*EXERCISE DESCRIPTION*: Output must match the data below exactly from its first line through the line that contains "const toPath = rows", with no other line.

RECORDS SUPPLIED Start Marker

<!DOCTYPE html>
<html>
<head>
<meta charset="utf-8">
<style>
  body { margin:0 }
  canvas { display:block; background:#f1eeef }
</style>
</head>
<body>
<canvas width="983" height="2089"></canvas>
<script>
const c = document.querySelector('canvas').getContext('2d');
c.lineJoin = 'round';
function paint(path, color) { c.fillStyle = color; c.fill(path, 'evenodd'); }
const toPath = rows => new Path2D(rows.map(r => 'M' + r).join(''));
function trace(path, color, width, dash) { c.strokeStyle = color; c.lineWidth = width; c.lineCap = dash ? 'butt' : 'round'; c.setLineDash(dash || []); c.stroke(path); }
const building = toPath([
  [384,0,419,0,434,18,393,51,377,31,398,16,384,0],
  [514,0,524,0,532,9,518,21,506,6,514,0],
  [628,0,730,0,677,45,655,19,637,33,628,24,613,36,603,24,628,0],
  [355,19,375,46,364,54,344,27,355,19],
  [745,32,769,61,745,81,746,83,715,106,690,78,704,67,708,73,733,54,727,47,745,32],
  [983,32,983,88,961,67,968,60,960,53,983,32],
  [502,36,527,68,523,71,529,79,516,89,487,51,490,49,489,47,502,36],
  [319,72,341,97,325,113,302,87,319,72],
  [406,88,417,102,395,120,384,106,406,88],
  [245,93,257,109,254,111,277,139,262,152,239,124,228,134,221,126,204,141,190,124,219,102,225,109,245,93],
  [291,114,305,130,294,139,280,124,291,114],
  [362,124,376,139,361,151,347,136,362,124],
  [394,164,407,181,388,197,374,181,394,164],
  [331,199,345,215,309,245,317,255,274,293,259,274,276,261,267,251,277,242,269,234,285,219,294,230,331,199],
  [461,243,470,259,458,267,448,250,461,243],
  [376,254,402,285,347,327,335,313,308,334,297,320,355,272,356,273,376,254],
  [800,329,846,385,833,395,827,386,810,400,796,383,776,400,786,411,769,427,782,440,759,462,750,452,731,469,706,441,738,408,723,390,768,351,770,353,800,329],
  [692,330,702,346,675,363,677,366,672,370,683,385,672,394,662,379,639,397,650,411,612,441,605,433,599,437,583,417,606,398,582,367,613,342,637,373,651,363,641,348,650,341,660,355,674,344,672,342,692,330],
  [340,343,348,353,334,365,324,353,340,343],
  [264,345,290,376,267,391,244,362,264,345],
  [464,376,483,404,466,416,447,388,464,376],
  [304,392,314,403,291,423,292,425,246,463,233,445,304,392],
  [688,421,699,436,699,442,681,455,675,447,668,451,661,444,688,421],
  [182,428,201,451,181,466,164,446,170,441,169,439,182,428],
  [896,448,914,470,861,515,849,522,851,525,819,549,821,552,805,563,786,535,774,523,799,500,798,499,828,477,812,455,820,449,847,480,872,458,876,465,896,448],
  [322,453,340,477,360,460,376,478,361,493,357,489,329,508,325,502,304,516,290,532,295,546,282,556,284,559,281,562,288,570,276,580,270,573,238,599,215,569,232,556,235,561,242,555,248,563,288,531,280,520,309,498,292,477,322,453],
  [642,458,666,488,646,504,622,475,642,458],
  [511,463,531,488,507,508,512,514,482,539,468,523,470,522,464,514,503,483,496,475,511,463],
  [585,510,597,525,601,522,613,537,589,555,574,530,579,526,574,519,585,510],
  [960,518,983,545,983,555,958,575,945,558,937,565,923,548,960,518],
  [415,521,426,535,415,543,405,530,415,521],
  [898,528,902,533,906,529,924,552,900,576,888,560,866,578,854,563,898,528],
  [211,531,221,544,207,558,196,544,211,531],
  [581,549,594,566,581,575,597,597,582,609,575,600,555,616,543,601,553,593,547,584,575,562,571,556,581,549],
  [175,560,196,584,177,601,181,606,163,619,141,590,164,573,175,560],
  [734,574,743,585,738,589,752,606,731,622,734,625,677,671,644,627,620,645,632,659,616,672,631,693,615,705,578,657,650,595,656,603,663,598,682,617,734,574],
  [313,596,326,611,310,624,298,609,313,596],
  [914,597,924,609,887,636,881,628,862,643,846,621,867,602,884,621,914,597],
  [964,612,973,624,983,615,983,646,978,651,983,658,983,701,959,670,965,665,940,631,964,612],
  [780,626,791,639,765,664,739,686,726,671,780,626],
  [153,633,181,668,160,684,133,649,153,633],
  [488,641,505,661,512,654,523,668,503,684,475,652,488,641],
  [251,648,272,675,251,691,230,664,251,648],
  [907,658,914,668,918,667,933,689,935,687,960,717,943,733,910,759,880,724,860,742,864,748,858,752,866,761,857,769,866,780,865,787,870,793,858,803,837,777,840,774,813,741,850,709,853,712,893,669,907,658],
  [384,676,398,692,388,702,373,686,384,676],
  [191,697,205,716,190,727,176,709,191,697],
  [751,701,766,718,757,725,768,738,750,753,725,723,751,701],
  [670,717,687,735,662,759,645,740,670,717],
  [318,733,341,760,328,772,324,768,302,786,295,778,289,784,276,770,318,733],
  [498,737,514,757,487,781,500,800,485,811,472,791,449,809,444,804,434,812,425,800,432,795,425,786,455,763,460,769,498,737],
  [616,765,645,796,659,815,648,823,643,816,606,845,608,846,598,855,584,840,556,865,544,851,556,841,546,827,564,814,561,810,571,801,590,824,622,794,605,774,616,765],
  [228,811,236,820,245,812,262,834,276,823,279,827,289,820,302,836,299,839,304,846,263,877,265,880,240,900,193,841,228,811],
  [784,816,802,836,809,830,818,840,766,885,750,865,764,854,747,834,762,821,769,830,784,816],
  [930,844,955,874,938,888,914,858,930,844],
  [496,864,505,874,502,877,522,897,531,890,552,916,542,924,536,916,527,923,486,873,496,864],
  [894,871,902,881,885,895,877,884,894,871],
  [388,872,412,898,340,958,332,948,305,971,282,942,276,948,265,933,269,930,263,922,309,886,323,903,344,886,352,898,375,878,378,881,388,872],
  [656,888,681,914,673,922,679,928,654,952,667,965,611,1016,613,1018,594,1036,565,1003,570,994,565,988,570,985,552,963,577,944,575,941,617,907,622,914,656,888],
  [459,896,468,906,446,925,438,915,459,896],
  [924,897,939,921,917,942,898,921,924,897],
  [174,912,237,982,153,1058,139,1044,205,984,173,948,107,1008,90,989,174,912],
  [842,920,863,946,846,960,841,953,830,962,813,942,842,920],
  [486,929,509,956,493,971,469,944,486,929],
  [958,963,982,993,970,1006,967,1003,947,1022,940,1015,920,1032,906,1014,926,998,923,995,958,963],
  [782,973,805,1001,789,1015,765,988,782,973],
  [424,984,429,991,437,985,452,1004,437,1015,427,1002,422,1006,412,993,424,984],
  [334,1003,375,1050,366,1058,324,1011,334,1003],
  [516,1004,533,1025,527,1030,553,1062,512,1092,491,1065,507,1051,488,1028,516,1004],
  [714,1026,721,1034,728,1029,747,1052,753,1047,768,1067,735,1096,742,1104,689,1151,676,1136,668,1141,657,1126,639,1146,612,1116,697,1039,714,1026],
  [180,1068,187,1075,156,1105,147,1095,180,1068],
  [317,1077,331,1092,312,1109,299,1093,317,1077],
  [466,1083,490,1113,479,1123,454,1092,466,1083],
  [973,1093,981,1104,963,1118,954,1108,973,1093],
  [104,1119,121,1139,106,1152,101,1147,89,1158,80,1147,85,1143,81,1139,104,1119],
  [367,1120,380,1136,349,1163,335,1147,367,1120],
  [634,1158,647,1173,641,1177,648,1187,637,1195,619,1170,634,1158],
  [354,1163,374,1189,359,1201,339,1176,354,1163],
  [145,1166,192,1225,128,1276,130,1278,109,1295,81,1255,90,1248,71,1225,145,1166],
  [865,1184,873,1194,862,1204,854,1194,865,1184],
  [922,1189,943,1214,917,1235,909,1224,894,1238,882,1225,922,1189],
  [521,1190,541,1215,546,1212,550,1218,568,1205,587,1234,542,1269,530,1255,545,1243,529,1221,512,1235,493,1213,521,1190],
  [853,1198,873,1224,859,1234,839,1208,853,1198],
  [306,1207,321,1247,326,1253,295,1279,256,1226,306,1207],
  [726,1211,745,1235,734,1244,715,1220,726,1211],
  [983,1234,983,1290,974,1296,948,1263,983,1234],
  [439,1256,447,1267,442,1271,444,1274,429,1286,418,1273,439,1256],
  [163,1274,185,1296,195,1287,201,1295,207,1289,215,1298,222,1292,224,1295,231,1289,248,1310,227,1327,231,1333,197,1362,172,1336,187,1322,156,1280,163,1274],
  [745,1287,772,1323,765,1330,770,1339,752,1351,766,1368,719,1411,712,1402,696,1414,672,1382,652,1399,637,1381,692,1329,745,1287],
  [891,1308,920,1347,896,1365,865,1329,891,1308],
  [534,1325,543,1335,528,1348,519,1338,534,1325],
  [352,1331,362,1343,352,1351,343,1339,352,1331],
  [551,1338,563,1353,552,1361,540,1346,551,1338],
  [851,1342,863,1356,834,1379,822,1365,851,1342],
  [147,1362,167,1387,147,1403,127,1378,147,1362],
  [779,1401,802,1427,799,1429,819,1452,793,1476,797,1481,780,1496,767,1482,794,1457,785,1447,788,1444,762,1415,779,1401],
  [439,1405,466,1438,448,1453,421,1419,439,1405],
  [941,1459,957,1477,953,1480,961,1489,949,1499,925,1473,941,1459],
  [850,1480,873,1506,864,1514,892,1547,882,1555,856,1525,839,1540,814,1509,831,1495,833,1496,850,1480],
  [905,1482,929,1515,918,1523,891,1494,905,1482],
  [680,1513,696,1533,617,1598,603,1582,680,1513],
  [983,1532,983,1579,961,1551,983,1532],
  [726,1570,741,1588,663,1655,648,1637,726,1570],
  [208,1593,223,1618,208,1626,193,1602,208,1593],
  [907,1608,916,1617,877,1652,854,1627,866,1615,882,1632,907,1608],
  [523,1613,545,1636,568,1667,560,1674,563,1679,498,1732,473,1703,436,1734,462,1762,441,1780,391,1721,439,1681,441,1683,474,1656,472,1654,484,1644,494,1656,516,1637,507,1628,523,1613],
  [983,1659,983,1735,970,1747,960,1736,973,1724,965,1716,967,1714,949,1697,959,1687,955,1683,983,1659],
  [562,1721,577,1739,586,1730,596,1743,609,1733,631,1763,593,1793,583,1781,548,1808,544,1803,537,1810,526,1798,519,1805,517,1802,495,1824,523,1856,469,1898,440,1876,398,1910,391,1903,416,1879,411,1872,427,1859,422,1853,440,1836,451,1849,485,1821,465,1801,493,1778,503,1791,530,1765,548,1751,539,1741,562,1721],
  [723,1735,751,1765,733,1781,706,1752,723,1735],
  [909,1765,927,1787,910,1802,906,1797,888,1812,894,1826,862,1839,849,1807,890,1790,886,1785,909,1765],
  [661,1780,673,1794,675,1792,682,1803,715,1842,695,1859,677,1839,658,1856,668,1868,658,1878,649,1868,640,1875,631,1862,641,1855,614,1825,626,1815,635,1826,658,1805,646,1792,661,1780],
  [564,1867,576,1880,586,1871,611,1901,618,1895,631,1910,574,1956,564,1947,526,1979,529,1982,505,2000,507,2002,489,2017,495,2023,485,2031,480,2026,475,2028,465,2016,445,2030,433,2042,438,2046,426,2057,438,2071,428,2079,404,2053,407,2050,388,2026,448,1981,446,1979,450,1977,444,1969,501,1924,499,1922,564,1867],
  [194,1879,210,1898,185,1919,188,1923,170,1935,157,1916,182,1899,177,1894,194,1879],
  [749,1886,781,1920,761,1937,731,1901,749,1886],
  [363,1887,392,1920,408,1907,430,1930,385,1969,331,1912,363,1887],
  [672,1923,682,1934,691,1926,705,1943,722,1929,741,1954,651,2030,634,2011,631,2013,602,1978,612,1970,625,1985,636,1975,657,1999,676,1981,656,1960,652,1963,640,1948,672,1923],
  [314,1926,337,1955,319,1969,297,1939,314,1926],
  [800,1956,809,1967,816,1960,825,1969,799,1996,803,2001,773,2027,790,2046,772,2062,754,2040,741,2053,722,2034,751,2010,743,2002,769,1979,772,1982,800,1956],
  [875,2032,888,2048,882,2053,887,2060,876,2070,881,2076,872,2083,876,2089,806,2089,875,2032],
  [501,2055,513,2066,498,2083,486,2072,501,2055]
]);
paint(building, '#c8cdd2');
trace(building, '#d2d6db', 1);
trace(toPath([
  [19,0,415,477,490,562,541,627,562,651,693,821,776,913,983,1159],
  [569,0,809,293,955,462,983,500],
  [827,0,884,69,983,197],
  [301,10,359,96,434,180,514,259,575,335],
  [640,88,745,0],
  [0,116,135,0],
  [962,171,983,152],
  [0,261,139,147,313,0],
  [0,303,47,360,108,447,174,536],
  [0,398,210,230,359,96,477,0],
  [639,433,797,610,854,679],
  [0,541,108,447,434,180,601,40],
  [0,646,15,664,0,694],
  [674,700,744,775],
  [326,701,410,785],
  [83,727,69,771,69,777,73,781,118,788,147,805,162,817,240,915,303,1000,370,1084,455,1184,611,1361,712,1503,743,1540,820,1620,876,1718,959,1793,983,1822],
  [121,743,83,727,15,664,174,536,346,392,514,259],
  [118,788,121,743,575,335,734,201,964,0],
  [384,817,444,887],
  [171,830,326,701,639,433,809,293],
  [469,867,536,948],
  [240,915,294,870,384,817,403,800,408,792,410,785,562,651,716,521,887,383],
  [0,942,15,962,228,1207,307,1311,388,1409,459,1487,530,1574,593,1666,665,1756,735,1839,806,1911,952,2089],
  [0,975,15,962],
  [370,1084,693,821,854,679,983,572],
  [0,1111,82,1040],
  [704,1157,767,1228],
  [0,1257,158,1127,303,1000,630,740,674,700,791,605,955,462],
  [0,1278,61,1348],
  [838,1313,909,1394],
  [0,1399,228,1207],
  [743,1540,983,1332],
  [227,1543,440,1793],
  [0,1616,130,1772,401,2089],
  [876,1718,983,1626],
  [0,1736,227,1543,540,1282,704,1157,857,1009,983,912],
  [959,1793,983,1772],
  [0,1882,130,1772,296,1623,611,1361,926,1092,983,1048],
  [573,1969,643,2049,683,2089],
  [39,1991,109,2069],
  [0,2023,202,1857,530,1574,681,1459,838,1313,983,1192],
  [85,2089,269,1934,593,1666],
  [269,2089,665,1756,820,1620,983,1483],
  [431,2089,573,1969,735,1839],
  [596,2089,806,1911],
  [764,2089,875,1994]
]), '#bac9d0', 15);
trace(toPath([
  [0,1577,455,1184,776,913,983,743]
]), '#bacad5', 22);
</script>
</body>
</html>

RECORDS SUPPLIED End Marker

*THE ANSWER*:
<!DOCTYPE html>
<html>
<head>
<meta charset="utf-8">
<style>
  body { margin:0 }
  canvas { display:block; background:#f1eeef }
</style>
</head>
<body>
<canvas width="983" height="2089"></canvas>
<script>
const c = document.querySelector('canvas').getContext('2d');
c.lineJoin = 'round';
function paint(path, color) { c.fillStyle = color; c.fill(path, 'evenodd'); }
const toPath = rows => new Path2D(rows.map(r => 'M' + r).join(''));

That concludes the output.